Hi @Tim-moody , yes by no means its an easy project.

Thanks a lot for that explanation!

I went through the tutorial slides mentioned in 5, and saw the project code mentioned in 6.

Since there are no micro tasks given, how should I start with the project?

Is there a feature implementation that I should do on my own, or should I write a proposal right away? I was looking forward to some beginner friendly tasks to get adept with the project.

What's your take on this?

Thanks
Swapnil

@swapnil-sinha, as a first task for familiarization and to verify that this is a doable project, I suggest that you create a prototype in which you take the Libraries in the Netherlands example from the tutorial and modify it to show hospitals within say 50 km of where you live (or any other place not in Netherlands). Please document any problems that would prevent this project from being completed.

Okay @Tim-moody . I'll start working on it ASAP.

Thank you for your time.

@Tim-moody, I also want to take compete for this problem

What test task can I do?

@Cheptil we won't be able to have two people working on the wikidata OSM project.
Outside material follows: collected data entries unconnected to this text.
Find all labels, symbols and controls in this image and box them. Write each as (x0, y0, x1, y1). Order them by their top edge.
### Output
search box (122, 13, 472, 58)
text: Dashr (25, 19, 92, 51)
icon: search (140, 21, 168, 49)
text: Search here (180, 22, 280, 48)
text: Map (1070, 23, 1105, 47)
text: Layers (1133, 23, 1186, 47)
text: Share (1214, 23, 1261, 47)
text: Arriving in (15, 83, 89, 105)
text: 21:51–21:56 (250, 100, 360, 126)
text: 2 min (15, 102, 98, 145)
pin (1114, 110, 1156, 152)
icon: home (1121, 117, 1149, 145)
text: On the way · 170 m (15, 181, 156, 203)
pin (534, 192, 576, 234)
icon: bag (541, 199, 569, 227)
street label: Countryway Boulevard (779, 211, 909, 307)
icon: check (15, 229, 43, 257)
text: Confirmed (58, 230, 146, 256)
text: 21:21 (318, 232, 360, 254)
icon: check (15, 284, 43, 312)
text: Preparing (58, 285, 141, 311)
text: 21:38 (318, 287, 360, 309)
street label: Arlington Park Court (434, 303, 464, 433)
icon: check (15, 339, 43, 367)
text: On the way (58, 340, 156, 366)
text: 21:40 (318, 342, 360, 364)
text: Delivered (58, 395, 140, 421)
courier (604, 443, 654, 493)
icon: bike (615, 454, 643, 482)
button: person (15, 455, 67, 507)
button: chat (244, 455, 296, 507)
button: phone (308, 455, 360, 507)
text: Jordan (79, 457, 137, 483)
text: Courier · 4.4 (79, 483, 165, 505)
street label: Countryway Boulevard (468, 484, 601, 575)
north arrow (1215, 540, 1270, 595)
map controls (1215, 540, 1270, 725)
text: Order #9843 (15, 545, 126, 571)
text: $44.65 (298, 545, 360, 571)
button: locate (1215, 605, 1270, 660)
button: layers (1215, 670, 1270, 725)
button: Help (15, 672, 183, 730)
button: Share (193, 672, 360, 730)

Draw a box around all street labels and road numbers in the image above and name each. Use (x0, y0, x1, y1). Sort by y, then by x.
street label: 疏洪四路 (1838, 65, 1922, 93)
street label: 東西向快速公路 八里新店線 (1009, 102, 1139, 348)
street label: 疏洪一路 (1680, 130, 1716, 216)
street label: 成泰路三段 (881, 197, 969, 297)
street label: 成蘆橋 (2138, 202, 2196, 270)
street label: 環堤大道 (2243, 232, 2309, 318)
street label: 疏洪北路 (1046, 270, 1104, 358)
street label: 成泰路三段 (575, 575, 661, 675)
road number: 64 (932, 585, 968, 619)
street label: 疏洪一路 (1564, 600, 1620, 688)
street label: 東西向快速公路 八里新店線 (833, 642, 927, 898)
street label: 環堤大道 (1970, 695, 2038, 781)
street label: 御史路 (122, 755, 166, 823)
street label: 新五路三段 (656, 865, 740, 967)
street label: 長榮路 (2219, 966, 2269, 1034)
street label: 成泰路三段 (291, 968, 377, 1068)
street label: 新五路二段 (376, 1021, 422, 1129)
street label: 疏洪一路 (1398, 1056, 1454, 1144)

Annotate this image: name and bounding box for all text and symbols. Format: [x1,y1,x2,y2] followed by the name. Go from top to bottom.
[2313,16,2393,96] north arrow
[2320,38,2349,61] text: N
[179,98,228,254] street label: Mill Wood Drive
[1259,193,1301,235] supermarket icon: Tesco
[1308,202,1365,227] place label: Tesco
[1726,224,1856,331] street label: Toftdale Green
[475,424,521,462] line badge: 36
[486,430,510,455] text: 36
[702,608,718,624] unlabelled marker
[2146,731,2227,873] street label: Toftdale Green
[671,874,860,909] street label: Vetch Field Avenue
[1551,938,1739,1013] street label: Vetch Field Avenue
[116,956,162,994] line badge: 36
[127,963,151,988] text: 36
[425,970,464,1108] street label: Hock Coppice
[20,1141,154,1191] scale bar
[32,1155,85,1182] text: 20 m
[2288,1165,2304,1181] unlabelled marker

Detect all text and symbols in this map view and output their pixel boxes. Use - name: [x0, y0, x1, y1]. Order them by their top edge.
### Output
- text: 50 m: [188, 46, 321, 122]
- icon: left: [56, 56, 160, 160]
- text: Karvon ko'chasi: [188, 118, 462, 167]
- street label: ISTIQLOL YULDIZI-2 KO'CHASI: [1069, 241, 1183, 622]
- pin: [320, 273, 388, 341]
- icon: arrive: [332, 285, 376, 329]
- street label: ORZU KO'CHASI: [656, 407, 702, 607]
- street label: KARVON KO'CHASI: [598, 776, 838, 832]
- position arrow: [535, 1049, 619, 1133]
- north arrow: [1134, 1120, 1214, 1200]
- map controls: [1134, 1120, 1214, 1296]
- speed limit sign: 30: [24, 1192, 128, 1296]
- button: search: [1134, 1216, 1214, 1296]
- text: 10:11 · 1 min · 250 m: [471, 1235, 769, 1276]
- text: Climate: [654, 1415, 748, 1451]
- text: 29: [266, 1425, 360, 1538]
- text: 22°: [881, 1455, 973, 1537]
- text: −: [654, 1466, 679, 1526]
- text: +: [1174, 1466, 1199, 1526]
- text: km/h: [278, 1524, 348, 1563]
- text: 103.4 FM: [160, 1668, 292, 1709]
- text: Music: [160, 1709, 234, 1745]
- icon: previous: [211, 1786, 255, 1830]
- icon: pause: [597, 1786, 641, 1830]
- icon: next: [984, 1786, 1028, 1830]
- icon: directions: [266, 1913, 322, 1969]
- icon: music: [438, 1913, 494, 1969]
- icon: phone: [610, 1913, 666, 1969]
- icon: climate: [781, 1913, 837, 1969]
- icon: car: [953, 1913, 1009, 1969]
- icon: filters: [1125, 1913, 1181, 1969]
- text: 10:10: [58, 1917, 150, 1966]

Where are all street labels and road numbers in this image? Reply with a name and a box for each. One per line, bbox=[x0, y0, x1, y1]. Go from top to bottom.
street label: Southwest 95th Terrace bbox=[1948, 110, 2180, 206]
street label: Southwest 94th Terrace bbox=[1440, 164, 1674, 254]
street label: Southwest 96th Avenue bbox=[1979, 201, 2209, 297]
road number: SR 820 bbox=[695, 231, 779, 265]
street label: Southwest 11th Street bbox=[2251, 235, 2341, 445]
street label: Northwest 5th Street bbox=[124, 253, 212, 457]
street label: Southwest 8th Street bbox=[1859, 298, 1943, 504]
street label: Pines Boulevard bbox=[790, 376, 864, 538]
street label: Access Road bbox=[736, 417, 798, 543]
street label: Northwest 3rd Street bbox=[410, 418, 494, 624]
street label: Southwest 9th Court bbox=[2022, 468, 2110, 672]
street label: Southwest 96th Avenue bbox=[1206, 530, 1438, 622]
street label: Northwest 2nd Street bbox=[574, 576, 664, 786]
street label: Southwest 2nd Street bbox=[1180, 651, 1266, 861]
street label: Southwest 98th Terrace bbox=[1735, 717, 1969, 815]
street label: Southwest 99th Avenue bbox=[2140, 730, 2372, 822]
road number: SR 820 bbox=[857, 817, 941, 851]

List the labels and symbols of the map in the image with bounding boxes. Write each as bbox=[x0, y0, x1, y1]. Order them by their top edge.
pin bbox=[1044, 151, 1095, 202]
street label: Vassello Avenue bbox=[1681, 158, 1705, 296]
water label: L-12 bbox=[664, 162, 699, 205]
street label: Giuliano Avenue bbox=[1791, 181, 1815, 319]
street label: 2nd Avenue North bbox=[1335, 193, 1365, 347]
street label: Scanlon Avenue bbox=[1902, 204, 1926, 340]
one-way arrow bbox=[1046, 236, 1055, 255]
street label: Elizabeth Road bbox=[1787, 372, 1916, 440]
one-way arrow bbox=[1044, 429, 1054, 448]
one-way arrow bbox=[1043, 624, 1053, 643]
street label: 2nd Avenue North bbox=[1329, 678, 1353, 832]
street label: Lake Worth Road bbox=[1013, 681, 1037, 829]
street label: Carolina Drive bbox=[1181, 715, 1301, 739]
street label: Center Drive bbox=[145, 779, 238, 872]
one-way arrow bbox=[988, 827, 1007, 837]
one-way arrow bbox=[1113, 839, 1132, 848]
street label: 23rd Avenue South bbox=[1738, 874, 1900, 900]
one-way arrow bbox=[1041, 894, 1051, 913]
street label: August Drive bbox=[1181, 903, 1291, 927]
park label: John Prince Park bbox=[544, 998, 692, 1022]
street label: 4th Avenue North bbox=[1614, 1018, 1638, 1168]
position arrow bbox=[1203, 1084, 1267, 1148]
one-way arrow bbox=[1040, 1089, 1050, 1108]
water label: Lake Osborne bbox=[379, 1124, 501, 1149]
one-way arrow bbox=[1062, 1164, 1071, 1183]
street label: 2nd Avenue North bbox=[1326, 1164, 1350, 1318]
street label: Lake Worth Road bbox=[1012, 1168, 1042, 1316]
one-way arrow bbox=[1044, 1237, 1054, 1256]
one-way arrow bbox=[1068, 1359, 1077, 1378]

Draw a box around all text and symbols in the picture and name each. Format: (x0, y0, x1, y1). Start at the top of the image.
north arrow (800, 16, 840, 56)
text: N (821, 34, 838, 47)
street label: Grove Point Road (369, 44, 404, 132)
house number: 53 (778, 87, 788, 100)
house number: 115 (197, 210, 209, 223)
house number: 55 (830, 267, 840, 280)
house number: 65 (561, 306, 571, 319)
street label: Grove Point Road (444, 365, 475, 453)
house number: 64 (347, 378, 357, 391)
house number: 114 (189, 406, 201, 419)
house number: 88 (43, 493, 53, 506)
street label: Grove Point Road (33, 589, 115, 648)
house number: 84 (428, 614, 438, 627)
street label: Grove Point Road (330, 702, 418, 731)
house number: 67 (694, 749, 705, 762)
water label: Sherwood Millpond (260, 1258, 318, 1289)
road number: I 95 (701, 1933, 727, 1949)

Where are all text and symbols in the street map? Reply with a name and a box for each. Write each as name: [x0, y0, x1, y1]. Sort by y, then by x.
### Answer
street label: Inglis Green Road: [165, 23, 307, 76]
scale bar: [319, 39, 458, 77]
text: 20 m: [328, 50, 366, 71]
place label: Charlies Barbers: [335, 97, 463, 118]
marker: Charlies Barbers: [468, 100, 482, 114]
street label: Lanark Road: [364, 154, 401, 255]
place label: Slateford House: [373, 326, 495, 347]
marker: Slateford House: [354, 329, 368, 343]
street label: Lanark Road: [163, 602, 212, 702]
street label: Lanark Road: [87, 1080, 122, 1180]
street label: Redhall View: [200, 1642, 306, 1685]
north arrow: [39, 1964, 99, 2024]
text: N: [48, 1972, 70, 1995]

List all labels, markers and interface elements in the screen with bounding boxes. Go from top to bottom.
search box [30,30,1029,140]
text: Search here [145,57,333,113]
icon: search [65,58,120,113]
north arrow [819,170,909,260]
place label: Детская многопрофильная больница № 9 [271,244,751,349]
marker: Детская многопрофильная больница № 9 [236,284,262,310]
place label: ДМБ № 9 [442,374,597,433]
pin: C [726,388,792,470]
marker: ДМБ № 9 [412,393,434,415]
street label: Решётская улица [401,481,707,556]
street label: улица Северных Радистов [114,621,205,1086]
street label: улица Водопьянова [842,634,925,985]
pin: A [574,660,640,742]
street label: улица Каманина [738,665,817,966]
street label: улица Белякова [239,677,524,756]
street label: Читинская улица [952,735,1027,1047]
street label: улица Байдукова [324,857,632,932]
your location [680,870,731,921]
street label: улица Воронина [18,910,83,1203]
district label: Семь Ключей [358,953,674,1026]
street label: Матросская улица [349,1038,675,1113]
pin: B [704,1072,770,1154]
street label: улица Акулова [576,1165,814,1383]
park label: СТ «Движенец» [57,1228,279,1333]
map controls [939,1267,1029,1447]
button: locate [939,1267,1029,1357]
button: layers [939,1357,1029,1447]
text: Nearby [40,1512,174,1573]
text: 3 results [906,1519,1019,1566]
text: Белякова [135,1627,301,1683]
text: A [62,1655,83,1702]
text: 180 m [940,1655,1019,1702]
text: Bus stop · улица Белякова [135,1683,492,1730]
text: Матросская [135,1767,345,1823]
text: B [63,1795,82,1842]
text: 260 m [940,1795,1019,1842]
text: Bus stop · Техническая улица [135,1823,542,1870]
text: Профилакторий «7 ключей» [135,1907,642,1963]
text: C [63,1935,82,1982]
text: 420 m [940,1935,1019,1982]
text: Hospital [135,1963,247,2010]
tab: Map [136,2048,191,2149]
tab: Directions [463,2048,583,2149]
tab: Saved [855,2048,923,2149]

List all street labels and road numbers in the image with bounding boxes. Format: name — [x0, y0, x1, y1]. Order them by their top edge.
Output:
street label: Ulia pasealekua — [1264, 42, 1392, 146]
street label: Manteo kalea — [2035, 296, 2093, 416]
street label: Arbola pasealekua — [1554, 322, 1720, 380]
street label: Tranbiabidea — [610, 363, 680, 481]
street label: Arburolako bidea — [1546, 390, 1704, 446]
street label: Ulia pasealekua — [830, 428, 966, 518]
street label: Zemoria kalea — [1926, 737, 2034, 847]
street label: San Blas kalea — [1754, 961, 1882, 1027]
So you might look at the rest of the list of enhancements to see if there is something that interests you, otherwise you can undertake the same task if you really want to make this a competitive situation.

@Tim-moody, I watched enhancement list and the "Content Search" task block is the most attractive for me, because I specialize on informational retrieval(my academic microCV is in gsoc20-outreachy20 zulip stream)

I major in semantic search, and my idea for "Create search indices for commonly used content" subtask is to numerate objects such a way, that objects with close numbers have close meaning - such renumbering can speed up the reverse index compared with random numerated objects(like in classical reverse index)

So I can write a proposal for this idea and its realization or previously perform a microtask to confirm my intent in this direction

Hi @Tim-moody ,

I just made a Wikidata set for hospitals within 50km radius of Delhi, which is the capital of India, where I live.Here is the link to the query :

https://w.wiki/LLv

It is a basic flat map that returns the name and the coordinates of the hospitals. I'm currently working on module 3, to make interactive off-wiki maps and also return the result in an HTML file.

Please tell me what else should I do so as to proceed with the project. It is already getting more interesting for me than it was earlier.

I haven't encountered any problems as such yet.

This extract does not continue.